I have been talking about modernizing the look and feel of Uniface applications for many years. And ever since I switched from the Uniface Services department to the Uniface Lab my hands have been itching to do something with the look and feel of the Uniface Development Environment, as that is (for a large part) a Uniface application. But with Uniface 10 on the horizon there was never much room to work on the Development Environment of Uniface 9. With Uniface 9.7 we finally got the green light to do a small project to make it look more fresh against a modest budget.
We decided to follow the advice that we often give to our customers: completely redesign one important screen and just change colors, buttons etc. for all other screens.
Adrian and Mike, our product managers, gave us the following brief:
- New start page.
Styling should lean towards Windows 10 Metro theme.
- All screens should get a white background.
Grey applications are perceived to be old, other colors tend to look less professional.
- We should use flat buttons.
Flat buttons are very popular now and we want to show that you can make them in Uniface 9.7.
- It needs to look fresh and noticeably different from Uniface 9.6.
A fresh color scheme and a new start page should take care of that.
- Against minimal cost
That meant that code changes in individual forms were out of the question. The testing effort alone would already be quite big.
With these not so S.M.A.R.T. requirements, Jonke and I went to work.
The new start page was fun to make. While doing it, we were a bit surprised how much functionality there is on this screen, which looks so simple at first sight. But since it is only one screen the challenge remained manageable.
Maybe there will be some more posts about the specific new GUI features that are available in Uniface 9.7. But in this series of posts I will limit myself to the changes that we made to the start page and all Uniface forms. It may be of help to you when you want to modernize your own Uniface application.
In 10 steps I will take you through the process that we followed for changing the start page, the colors of the screens and the look of the buttons.
Today I will tell you about Step 1, the new Start Page for Uniface 9.7.
Step 1: The Start Page
A new start page that:
- Is very different from the one that we have in Uniface 9.6 and earlier.
- Leans towards the Windows 10 Metro theme
While working toward the goal we found that there are a lot of functional details we needed to take care of, more that we initially expected from this screen. The other challenging aspects were the UI and usability design.
We went from this:
Instead of the Construction, Integration and Workflow workspaces we now have Mobile, Web, Desktop and Integration workspaces. We had to make a change here anyway because the Workflow workspace was not relevant anymore. This gave us the opportunity to better present the capabilities of Uniface.

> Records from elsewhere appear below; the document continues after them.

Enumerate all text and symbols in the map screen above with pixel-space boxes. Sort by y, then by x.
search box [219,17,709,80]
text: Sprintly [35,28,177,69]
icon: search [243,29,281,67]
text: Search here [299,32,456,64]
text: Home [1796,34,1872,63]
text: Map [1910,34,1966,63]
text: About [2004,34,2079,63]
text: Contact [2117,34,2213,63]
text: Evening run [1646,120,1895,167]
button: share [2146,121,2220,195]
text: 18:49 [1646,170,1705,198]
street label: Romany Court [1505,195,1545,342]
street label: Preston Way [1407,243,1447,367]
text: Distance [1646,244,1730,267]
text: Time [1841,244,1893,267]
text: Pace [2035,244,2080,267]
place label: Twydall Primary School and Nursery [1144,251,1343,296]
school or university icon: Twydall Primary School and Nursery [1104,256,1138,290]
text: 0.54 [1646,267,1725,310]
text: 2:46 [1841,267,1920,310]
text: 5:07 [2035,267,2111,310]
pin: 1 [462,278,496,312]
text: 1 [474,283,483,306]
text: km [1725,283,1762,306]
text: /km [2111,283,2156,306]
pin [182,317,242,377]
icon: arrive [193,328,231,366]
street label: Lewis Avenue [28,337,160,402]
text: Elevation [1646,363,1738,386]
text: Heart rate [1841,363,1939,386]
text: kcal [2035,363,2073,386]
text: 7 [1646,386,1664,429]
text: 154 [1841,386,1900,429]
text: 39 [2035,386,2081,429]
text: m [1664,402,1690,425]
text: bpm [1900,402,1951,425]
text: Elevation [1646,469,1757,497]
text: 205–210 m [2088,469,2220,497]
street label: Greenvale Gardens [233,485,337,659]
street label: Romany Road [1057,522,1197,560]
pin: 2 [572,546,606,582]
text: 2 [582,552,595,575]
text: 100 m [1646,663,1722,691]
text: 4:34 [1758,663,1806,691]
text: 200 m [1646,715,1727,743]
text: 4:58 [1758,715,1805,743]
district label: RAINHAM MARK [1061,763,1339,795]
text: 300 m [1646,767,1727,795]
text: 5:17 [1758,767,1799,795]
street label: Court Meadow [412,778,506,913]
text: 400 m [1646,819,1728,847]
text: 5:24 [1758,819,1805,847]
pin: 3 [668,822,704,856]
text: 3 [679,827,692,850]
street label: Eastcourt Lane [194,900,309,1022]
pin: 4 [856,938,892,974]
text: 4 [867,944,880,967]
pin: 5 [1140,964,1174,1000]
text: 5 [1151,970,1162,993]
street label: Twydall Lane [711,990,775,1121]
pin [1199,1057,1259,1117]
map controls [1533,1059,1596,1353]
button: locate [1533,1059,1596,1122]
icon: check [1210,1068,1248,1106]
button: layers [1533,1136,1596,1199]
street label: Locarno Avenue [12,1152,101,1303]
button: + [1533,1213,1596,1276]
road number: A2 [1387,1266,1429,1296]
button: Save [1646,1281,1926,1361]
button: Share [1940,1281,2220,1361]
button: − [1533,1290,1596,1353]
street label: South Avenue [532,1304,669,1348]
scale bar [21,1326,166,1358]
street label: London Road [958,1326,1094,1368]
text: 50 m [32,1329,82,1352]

Each workspace only shows a limited set of Editors, the ones we think are the most used in that workspace. All Editors are still accessible through the menus, in exactly the same way as before.
We have used the new Command Button properties that are available in Uniface 9.7 to make the big workspace buttons like tiles.

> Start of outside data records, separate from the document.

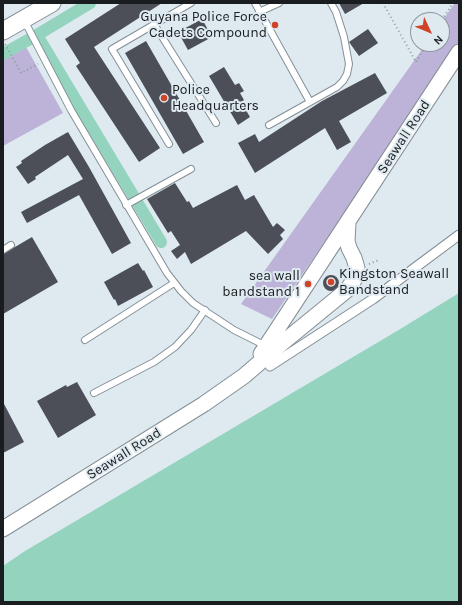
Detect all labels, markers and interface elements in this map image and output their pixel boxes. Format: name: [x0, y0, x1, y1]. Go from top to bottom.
place label: Guyana Police Force Cadets Compound: [141, 9, 267, 42]
north arrow: [410, 12, 450, 52]
marker: Guyana Police Force Cadets Compound: [270, 20, 280, 30]
text: N: [431, 33, 446, 47]
place label: Police Headquarters: [172, 82, 259, 114]
marker: Police Headquarters: [159, 93, 169, 103]
street label: Seawall Road: [374, 97, 434, 177]
place label: Kingston Seawall Bandstand: [339, 266, 449, 298]
place label: sea wall bandstand 1: [222, 268, 300, 300]
marker: Kingston Seawall Bandstand: [326, 277, 336, 287]
marker: sea wall bandstand 1: [303, 279, 313, 289]
street label: Seawall Road: [84, 424, 164, 484]

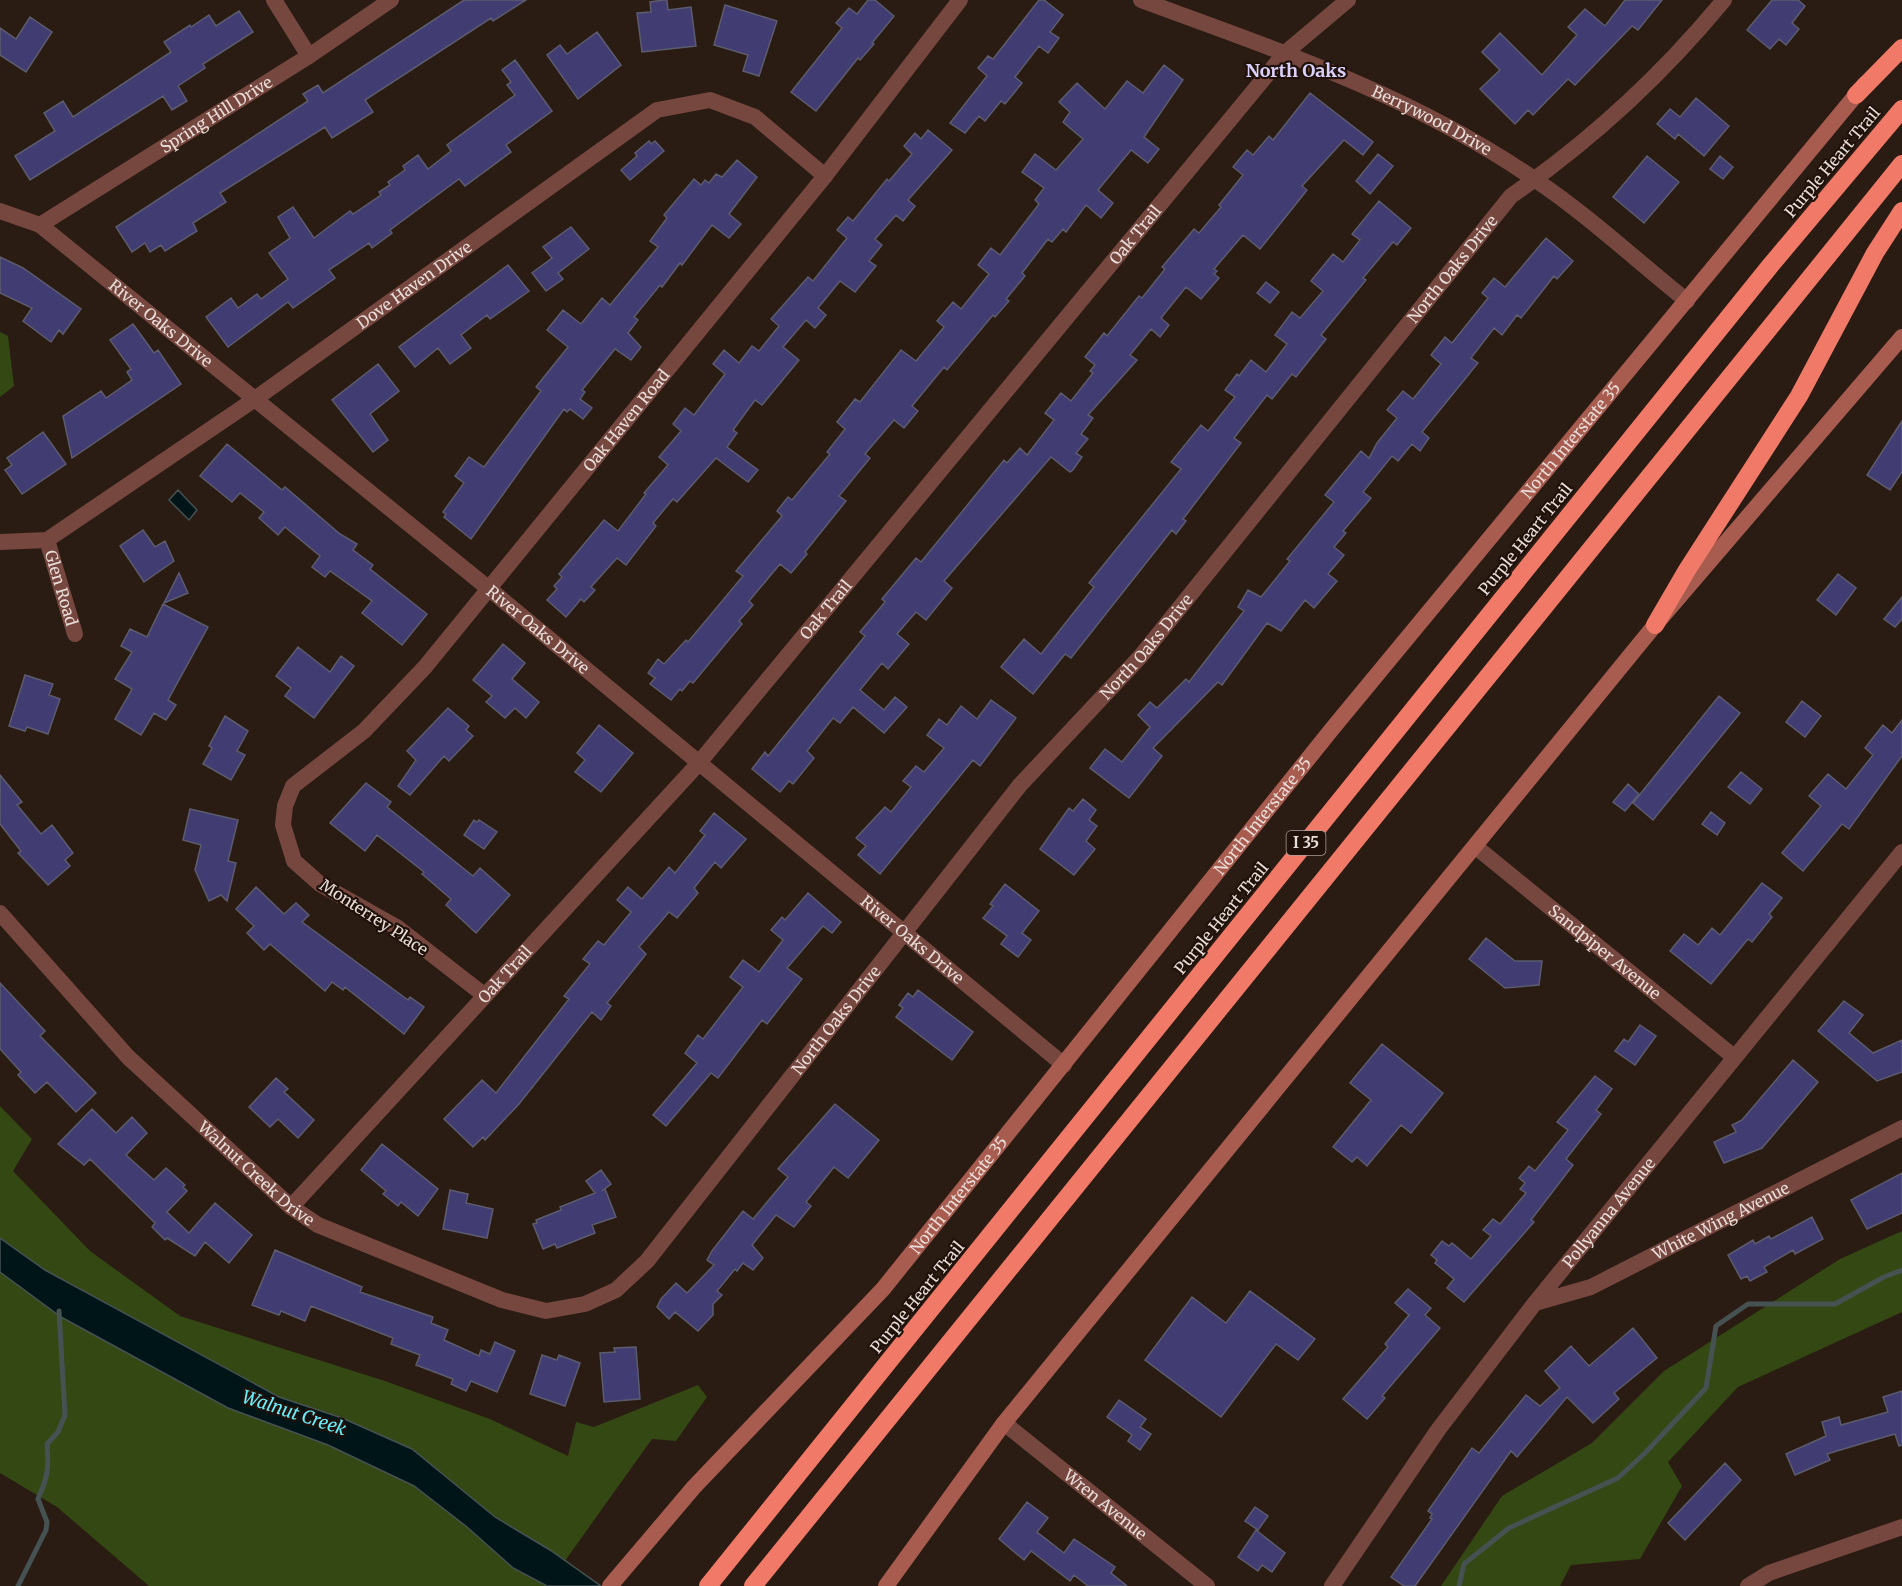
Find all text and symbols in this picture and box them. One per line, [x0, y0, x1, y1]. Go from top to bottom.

For the fonts on the big workspace buttons and the editor buttons we created two fonts in the .ini file:
IDFCategories=Microsoft Sans Serif,13,regular
Of course we also changed the Presentation Preferences to reflect this change:
And the Go To menu had to change as well:
Psst! I’ll let you in on a secret!
There is a way to customize the workspaces. It is not supported or documented, but we don’t mind if you play with it:
The file common\usys\startpage.def is an XML file that contains the definition of the start page. Since the file is tied to specific code in the development environment it is not fully customizable but you can use it to change the icons for the workspaces, and the Editors that are shown for a workspace. The icons are in the <BUTTONIMAGE> tag within the <CAT> tag. The Editors are in the <TYPES> tag within the <CAT> tag. You can choose from the editors that are defined in the <OBJTYPE> tags. For the Editors you can modify the icon, the name and the description. It is not possible to add new editors or workspaces.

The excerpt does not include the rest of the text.